| Outcome | Probability | Yes Bid | Yes Ask | 24h Change | Volume | |
|---|---|---|---|---|---|---|
| Team Evictix | 0% | 0¢ | 0¢ | — | $0 | Trade → |
| Evil Geniuses Academy | 0% | 0¢ | 0¢ | — | $0 | Trade → |
This market asks which team will win the upcoming match between Evil Geniuses Academy and Team Evictix; it matters because it aggregates public expectations about the match outcome and reacts to roster, format, and event news.
Evil Geniuses Academy is a development/academy side tied to a major esports organization, while Team Evictix is a separate competitive squad; both draw on different mixes of experience, coaching, and practice infrastructure. Context such as the tournament or qualifier stakes, recent roster moves, and each squad's recent form will shape how people trade this market, and because the market is open with no recorded volume yet, early prices may be driven by few participants.
Market odds represent the balance of money and information among traders at a moment in time and will update as new information (lineup changes, maps, injuries) emerges; they are a real-time signal of collective expectation, not a guarantee of the result.
The market's close time is listed as TBD; typically it will close shortly before the official match start or at a time set by the exchange or event operator—check the event page or exchange announcements for the exact cutoff.
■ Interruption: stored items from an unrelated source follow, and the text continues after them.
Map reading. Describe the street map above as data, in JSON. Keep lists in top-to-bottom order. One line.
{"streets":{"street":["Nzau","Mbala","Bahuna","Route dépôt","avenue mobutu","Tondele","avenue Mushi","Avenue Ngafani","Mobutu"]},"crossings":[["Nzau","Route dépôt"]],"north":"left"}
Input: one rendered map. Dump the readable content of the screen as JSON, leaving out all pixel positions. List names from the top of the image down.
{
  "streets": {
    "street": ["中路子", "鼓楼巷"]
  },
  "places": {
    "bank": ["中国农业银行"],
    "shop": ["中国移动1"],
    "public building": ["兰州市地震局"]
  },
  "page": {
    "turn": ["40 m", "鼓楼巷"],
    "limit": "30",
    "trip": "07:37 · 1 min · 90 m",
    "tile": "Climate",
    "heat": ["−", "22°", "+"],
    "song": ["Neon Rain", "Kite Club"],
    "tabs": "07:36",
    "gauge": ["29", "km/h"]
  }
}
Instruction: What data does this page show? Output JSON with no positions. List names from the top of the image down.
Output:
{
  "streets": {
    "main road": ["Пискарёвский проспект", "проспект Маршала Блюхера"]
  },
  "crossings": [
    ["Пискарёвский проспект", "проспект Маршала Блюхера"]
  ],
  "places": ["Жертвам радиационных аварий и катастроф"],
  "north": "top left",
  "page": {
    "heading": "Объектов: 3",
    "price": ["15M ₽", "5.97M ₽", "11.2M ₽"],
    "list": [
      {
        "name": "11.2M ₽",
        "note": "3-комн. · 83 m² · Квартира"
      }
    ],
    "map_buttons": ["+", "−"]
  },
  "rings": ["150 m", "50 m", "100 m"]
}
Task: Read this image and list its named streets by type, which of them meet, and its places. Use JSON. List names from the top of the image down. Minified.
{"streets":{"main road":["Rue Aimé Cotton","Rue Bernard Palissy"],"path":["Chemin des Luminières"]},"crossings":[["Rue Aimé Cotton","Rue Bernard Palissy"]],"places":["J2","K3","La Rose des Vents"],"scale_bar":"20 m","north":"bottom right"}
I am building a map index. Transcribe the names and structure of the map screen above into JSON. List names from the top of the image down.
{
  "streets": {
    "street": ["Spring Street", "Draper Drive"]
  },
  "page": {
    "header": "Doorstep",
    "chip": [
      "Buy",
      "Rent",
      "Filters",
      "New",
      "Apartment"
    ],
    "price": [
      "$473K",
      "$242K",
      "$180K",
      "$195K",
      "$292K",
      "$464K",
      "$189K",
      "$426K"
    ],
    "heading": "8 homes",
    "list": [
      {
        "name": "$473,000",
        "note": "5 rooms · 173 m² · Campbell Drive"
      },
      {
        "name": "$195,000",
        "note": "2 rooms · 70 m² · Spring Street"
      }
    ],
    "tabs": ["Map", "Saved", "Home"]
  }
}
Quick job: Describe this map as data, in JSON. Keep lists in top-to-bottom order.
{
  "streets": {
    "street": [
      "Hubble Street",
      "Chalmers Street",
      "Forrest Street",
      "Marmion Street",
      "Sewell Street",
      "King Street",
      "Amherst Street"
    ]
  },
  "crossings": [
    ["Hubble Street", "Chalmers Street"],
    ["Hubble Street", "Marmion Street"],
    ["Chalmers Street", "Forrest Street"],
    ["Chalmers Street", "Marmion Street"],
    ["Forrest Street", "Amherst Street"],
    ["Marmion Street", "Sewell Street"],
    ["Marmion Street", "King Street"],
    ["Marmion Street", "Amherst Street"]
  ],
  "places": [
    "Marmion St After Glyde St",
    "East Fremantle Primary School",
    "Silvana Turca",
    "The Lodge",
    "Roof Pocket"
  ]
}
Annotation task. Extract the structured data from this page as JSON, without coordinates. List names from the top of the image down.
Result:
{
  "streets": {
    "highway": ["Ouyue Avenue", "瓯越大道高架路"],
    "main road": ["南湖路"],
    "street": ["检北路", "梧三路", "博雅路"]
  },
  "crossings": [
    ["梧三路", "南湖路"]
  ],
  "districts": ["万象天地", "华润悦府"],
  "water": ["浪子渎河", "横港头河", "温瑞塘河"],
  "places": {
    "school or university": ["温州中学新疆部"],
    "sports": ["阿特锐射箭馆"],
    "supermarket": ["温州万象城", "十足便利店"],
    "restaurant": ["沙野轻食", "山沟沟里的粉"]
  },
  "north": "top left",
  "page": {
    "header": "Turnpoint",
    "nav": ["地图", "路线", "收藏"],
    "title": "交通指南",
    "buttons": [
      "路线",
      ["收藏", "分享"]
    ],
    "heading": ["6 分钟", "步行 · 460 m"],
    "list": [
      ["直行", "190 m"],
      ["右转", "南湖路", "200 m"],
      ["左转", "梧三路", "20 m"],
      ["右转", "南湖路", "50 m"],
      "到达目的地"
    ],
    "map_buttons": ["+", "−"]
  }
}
The two outcomes correspond to which team wins the match: one outcome settles if Evil Geniuses Academy is declared the winner and the other settles if Team Evictix is declared the winner, per the official match result reported by the event organizer.
Zero volume means no trades have yet revealed participants' views; prices (if any) can be thin and easily moved by a small number of trades, so expect higher volatility and less information content until more volume accumulates.
Settlement follows the official match result from the event organizers: the market will settle on whichever team the organizer credits with the match win after any overtime or tiebreaker procedures specified in the tournament rules.
Pay attention to each team's current starting roster, especially the in-game leader, primary fraggers/carries, and any recent roster additions or stand-ins; check official team and tournament sources for confirmed lineups and recent performance notes before trading.